Transition in unison
With Member States aiming to collectively reduce emissions by at least 40% by 2030 compared to 1990 levels, the EU is calling on nations to remedy growing emission rates from transport through a number of initiatives.
The European Commission (EC) is calling on nations to implement new technologies and smart pricing systems to encourage an uptake in low-emission transport modes. The rise in electric vehicles (EV) can also act as a catalyst for other alternative energy modes of transport, with the EC placing its faith in bio and synthetic fuels.
The EC claims that cities and local authorities must be at the forefront of this shift by encouraging sharing mobility schemes to reduce congestion and pollution, while also investing in low-carbon infrastructure to create an enabling environment for low-carbon transport.
In order to incentivise this movement for nations, the EU is opening up €70bn in funding revenues under the European Fund for Strategic Investment, while Horizon2020 is matching its energy efficiency funding with a €6.4m pot for low-carbon mobility projects.
However, with the UK’s impending decision to leave the EU creating waves of uncertainty across the continent, the announcement of the new 2030 goals has added to the ambiguity of the UK’s role inside of the Union.
“Due to the outcome of the EU referendum, today’s proposal presents the UK’s non-traded sector with much uncertainty as to whether they will be obligated to play a part in achieving these targets,” EEF’s head of energy and climate policy Claire Jakobsson said.
“If the UK is no longer to be bound by the EU’s Effort Sharing agreement in the future, it will be the sole gift of the UK Government as to how to best set and implement carbon targets for these sectors.
“There is clearly also a question about our future participation in the EU ETS. If our EU climate responsibilities are to lessen in the years ahead there will be greater pressure on the UK Government to ensure the targets and policies it implements independently are compatible with industrial competitiveness and maximise the benefits to UK manufacturers in low carbon supply chains.”
With EVs set to account for 35% of all car sales by 2040 – or 100% by 2030 if you believe Richard Branson – the association of the electricity industry in Europe EURELECTRIC has called on non-ETS sectors outside of transport to electrify their energy systems in order to accelerate the uptake of EVs.
“The time has come to recognise the many positive effects a fuel switch to electricity in the non-ETS sectors can imply when it is paralleled with the decarbonisation of the power sector,” EURELECTRIC’s secretary general Hans ten Berge said.
“As the power sector delivers increasingly decarbonised electricity to consumers, electro-mobility becomes the obvious choice for driving low-emission transport.

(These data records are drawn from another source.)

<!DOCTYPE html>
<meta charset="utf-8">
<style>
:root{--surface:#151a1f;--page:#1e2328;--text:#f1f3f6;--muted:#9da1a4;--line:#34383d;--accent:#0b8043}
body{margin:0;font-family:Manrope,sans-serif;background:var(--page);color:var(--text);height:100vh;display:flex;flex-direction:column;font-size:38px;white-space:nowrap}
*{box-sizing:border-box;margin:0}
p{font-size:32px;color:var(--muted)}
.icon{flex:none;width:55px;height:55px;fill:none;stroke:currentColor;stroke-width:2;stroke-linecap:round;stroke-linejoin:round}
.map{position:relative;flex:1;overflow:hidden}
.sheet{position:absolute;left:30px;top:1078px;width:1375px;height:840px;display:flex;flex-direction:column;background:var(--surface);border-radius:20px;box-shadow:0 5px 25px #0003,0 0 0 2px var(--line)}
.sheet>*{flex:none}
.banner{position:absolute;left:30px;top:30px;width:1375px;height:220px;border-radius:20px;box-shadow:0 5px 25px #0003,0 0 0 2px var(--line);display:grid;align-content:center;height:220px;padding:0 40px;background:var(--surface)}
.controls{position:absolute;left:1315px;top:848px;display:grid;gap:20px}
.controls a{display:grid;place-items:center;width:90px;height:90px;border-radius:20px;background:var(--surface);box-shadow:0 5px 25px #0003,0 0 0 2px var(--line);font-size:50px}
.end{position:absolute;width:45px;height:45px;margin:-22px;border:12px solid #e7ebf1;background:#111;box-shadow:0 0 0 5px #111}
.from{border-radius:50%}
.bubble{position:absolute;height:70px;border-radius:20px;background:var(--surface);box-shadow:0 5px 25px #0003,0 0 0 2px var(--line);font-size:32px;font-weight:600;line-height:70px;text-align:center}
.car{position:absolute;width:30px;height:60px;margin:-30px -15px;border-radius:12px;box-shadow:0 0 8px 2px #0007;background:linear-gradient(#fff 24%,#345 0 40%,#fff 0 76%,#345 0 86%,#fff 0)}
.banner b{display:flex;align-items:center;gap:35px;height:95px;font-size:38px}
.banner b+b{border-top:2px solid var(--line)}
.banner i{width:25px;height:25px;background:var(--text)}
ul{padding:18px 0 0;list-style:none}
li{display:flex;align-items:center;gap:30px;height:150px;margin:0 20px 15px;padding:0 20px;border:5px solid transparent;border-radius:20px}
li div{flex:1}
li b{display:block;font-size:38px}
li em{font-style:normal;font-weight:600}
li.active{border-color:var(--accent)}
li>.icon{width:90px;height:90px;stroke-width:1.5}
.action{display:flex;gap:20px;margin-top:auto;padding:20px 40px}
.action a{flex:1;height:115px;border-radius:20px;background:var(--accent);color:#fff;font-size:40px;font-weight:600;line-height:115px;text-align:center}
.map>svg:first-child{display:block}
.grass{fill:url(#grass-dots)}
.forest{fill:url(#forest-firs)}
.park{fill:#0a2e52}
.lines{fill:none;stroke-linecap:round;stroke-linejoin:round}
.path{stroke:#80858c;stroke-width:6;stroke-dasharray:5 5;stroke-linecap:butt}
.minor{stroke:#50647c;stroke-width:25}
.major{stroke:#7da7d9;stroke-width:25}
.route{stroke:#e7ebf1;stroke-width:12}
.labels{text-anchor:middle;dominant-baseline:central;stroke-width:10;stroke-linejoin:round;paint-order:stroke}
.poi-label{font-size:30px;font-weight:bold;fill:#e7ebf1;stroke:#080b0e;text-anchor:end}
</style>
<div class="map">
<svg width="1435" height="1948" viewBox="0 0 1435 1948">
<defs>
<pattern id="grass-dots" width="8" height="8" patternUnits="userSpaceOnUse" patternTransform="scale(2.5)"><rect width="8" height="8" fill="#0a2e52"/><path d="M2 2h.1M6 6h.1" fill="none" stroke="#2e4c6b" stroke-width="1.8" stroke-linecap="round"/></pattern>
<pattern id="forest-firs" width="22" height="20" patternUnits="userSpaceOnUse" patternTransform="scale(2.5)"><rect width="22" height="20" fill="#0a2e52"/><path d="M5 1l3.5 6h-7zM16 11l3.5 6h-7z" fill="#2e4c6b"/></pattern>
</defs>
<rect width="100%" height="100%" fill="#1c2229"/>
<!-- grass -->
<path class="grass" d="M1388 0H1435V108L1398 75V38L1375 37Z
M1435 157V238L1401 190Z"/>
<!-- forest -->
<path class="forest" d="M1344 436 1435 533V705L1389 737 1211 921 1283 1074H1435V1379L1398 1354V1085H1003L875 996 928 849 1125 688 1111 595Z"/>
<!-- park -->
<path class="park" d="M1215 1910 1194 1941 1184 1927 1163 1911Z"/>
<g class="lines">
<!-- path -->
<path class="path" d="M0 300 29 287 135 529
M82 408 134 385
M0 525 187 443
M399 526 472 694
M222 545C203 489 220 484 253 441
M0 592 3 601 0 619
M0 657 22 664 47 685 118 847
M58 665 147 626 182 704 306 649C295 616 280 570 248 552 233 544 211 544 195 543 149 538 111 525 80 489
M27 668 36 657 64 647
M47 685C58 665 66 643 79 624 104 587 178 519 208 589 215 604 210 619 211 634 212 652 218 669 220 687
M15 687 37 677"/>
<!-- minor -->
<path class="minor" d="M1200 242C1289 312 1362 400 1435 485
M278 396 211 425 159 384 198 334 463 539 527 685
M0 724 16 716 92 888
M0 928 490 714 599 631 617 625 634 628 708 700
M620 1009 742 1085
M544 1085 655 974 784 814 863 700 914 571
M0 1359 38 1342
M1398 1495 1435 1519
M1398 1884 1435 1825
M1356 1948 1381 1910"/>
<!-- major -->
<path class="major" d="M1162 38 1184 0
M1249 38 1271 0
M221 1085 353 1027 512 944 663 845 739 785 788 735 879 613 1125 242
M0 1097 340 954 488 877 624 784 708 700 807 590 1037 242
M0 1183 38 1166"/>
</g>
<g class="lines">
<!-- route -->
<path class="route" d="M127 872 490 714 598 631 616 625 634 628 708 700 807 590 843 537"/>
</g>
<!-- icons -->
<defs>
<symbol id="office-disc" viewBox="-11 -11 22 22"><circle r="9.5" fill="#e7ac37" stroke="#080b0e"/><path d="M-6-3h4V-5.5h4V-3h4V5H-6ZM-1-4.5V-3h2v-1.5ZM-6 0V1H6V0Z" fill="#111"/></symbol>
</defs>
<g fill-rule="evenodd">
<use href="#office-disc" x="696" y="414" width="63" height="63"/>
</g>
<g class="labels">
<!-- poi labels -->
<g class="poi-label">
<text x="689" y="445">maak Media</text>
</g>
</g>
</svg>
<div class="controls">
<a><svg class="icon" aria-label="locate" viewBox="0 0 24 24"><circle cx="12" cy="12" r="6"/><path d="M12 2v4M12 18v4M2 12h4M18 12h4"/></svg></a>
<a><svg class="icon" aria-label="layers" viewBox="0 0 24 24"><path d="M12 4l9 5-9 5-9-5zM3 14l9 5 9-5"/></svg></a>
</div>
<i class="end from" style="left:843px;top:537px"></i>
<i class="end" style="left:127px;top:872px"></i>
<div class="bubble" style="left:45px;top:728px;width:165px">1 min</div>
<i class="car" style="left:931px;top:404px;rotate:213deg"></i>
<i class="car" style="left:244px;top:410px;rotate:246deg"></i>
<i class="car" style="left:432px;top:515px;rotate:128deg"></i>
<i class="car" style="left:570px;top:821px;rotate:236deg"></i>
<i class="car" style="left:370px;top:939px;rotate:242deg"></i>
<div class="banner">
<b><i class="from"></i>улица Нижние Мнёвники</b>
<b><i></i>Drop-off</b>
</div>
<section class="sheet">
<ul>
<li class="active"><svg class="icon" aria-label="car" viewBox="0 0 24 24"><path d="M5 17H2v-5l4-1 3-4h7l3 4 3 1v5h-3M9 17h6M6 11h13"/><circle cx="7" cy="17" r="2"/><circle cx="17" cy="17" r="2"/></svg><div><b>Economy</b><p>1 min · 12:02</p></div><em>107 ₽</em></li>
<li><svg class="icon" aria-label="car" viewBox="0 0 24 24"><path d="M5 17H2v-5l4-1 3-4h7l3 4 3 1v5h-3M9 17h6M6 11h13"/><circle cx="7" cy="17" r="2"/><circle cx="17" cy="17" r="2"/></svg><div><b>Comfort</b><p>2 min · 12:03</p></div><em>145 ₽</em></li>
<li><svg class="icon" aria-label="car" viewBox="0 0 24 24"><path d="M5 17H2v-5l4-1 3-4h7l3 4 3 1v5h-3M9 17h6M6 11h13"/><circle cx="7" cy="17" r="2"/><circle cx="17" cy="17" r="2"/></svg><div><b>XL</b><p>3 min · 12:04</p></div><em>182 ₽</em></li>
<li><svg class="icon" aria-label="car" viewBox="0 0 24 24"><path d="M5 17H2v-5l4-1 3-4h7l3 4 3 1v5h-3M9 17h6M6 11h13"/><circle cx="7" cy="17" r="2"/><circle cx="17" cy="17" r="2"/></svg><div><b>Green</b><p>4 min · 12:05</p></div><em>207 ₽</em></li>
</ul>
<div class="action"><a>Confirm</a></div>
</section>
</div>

EURELECTRIC believes that it is high time that the electrification of transport becomes a prominent part of EU policy.”
The Commission’s decision to continue to support the use of biofuels – which is still raising question marks among green campaigners – has been welcomed by the Leaders of Sustainable Biofuels (LSB). LSB is a coalition of companies including DONG Energy, Biochemtex and British Airways that supports the development of second generation biofuels in Europe.
LSB has suggested that a “predictable business environment” will be a necessity to trigger substantial investment into biofuels. The group has called on the EU to set a binding target to blend biofuels into the energy mix by 2030 – with an interim target set for 2025.
Sky’s the limit
Biofuels has already staked a claim in the aviation fuel mix, and has been branded as “essential” in reducing transport emissions by the Global Renewable Fuels Alliance (GRFA). But with emissions in the aviation and shipping estimated to skyrocket by 250% without an international agreement, an uptake in biofuels – currently being trialled by private companies – needs to be accelerated. T&E has called on the EU to ensure that emission cuts from vehicles aren’t replaced by an increase in emissions from aviation and shipping.
However, with an International Civil Aviation Organization (ICAO) general assembly scheduled for this autumn, industry sources have claimed that an “eleventh hour” deal on emissions trading is being prepared for the aviation sector.